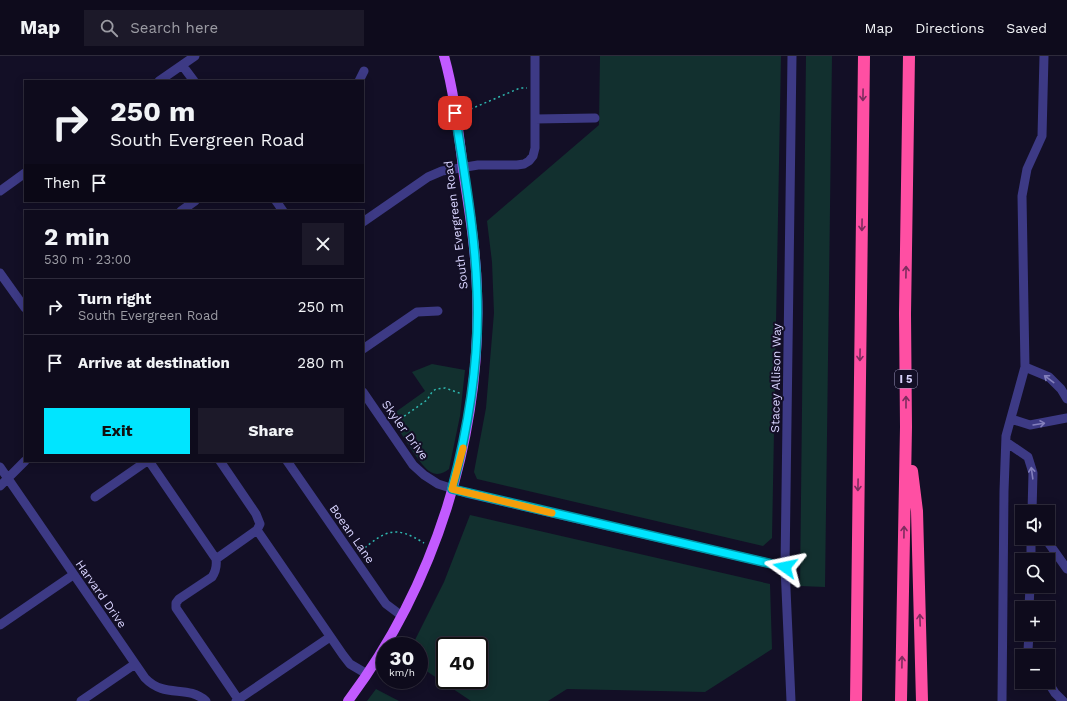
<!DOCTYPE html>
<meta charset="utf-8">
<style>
:root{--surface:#0e0b1c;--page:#1c1929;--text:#f1f3f6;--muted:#9b9ba3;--line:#2e2b3b;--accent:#00e5ff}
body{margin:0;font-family:"Work Sans",sans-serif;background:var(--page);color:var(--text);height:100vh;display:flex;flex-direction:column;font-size:15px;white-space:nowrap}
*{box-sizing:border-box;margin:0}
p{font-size:13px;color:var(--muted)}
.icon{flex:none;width:22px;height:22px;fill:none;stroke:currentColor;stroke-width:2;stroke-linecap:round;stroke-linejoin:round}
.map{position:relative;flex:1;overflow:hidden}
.side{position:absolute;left:24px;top:154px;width:340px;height:252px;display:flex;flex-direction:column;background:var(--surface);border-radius:0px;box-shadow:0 2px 10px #0003,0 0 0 1px var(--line)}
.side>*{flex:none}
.guide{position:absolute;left:24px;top:24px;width:340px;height:122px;border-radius:0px;box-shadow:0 2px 10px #0003,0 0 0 1px var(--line);background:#0e0b1c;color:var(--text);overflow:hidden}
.buttons{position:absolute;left:1015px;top:449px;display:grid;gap:8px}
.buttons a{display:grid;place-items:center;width:40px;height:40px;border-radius:0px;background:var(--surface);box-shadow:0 2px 10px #0003,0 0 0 1px var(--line);font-size:20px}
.speed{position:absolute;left:376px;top:581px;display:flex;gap:8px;font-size:20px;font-weight:700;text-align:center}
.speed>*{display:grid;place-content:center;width:52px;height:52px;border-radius:50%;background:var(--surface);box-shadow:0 2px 10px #0003,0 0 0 1px var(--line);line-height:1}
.speed small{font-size:10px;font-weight:400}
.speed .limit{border:2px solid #111;border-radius:6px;background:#fff;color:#111}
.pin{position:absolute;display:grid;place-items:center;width:34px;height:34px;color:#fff;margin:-17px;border-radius:8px;box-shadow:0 2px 6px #0006}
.me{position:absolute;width:44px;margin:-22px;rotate:282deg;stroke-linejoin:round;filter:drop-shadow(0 0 3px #0008)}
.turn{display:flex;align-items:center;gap:14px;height:84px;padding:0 20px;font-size:18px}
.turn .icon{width:52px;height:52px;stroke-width:2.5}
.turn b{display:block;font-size:28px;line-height:34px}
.then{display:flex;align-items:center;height:38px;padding:0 20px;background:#0003;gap:8px;font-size:15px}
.round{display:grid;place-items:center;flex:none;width:42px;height:42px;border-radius:0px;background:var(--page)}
.head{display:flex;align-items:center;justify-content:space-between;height:68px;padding:0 20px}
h1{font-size:24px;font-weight:700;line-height:30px}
.button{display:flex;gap:8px;margin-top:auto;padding:8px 20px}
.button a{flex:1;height:46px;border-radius:0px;background:var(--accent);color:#111;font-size:16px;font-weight:700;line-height:46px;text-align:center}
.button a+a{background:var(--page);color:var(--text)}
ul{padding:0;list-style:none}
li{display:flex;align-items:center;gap:12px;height:56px;padding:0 20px;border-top:1px solid var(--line)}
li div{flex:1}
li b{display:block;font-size:15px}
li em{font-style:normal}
header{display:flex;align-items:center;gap:24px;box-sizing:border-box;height:56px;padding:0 20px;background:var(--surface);border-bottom:1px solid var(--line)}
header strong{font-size:19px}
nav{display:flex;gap:22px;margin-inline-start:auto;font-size:14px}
.search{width:280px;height:36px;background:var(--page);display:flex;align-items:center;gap:10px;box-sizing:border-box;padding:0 14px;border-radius:0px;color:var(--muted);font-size:15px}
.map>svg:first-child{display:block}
.green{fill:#12302f;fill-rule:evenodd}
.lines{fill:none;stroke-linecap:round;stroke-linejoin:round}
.path{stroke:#2fb8b0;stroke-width:1.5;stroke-dasharray:2 3;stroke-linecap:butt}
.minor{stroke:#3d3a85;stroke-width:9}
.major{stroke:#c25bff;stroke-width:10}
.highway{stroke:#ff4fa3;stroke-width:12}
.oneway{stroke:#7d2c5e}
.oneway2{stroke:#837fbc}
.route-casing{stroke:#0095a6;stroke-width:10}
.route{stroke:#00e5ff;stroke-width:7}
.slow{stroke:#f59e0b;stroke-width:7}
.labels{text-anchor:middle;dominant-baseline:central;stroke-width:4;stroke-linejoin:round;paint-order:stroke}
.shield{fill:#130f26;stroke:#9e99be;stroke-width:1}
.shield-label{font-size:11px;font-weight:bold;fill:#d9d4ff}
.street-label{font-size:12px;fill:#d9d4ff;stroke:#130f26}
</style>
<header>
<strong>Map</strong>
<div class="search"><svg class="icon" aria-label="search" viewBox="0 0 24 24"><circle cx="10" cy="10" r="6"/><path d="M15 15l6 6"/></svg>Search here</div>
<nav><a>Map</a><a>Directions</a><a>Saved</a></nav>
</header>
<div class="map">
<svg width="1067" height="645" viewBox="0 0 1067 645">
<rect width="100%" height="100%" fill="#130f26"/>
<path class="green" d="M600 0H781L772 482 763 490 477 423 474 416 486 352 494 257 492 206 487 165 599 69Z
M806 0H832L825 531 800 530Z
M432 308 465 314 460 360 449 413C443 418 436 420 429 415 418 407 399 373 390 360L425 335 412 316Z
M470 459 770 528 772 593 705 636 567 633 548 645H471L419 610V590H412L444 526ZM445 590H479V624H445Z
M376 633 399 645H367Z"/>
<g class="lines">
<path class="path" d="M466 55 520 32H527
M396 366 427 344 432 336 436 333 445 332 462 338
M361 495C386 474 395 469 424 487"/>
<path class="minor" d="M182 9 194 25
M159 25 195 0
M359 25 364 15
M535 63 595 62
M0 135 25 117
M276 145 283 155
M181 155 195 145
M363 166 428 121 442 115 478 109H517L524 108 529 105 533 100 535 92V0
M0 217 25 252
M363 293 417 256 438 255
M1025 311 1049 321 1061 333 1067 343
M363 336 413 409 424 419 438 428 466 437 785 511
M1011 363 1030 369 1067 362
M1006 386 1028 401 1033 417 1032 456
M149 405 216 503
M220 405 256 458 260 468 257 474
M287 405 381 541 386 548 402 560
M0 411 145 622C165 643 187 628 206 645
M0 430 25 405
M95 441 147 405
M1045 482 1067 513
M1031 504V482
M1029 552 1030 530
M0 569 73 519
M1029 578 1028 594 1032 600
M1048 626 1055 637 1063 645
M238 643 176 552V547L179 543 212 521C216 515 217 510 216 503L257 474 343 599 350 608 367 618
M81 645 135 608
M236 645 330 581
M791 645 785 511 792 0
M1002 645 1004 435 1006 380 1025 311 1022 140 1027 113 1042 80 1044 0"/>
<path class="major" d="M348 645C435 529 482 381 477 235 476 197 470 159 464 120 459 81 455 39 444 0"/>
<path class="highway" d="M912 415 917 455 922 645
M856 645 864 0
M901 645 906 371 905 258 909 0"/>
</g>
<defs><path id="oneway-shaft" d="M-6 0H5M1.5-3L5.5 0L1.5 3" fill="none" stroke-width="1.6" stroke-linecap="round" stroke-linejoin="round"/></defs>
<g class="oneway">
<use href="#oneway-shaft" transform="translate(863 39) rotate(91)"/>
<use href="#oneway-shaft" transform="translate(862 169) rotate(91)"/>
<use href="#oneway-shaft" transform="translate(906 216) rotate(-89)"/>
<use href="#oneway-shaft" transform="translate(860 299) rotate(91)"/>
<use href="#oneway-shaft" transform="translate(906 346) rotate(-90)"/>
<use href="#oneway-shaft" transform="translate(858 429) rotate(91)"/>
<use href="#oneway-shaft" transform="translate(904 476) rotate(-89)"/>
<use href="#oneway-shaft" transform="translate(920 564) rotate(-92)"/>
<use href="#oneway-shaft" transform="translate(902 606) rotate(-89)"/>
</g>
<g class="oneway2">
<use href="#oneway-shaft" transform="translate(1049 323) rotate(-143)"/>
<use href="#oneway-shaft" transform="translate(1039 368) rotate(-9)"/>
<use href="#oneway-shaft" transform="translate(1032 417) rotate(-98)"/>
</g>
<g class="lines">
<defs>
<path id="route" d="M455 57C464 116 475 175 477 235 480 302 469 368 452 433L785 511"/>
</defs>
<use href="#route" class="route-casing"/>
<use href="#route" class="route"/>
<path class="slow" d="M463 392 452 433 552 457"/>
</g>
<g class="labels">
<rect class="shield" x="895" y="314" width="22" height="18" rx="3"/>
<g class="shield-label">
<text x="906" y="323">I 5</text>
</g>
<g class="street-label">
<text transform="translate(456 169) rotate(-97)">South Evergreen Road</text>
<text transform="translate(776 322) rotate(-89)">Stacey Allison Way</text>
<text transform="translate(405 374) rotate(54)">Skyler Drive</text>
<text transform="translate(352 478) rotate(55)">Boean Lane</text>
<text transform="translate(101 538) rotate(55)">Harvard Drive</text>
</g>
</g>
</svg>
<div class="buttons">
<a><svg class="icon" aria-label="sound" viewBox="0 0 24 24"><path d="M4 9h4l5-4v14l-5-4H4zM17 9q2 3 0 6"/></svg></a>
<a><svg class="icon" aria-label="search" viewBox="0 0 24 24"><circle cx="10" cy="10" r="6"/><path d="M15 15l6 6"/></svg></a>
<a>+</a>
<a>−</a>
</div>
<div class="speed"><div>30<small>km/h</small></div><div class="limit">40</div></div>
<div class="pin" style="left:455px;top:57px;background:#d93025"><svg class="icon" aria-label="arrive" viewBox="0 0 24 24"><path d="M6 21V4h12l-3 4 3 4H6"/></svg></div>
<svg class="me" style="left:785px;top:511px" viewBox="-20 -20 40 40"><path d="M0-17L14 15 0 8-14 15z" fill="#00e5ff" stroke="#fff" stroke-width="4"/></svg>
<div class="guide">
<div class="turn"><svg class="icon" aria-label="right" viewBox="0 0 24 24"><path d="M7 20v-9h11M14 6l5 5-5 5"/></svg><div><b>250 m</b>South Evergreen Road</div></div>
<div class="then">Then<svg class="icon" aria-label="arrive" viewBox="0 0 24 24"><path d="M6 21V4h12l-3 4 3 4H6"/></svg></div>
</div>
<section class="side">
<div class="head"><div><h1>2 min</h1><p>530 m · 23:00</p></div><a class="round"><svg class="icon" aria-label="close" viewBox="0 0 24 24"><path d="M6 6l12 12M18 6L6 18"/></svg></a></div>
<ul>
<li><svg class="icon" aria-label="right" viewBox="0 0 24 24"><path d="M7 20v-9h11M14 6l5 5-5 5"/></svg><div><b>Turn right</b><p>South Evergreen Road</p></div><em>250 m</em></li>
<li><svg class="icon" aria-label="arrive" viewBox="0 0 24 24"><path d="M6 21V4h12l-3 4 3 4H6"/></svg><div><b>Arrive at destination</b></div><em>280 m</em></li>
</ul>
<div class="button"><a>Exit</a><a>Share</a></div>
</section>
</div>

==*==

State the number of lines in the records that include the string "small", without any other words.

2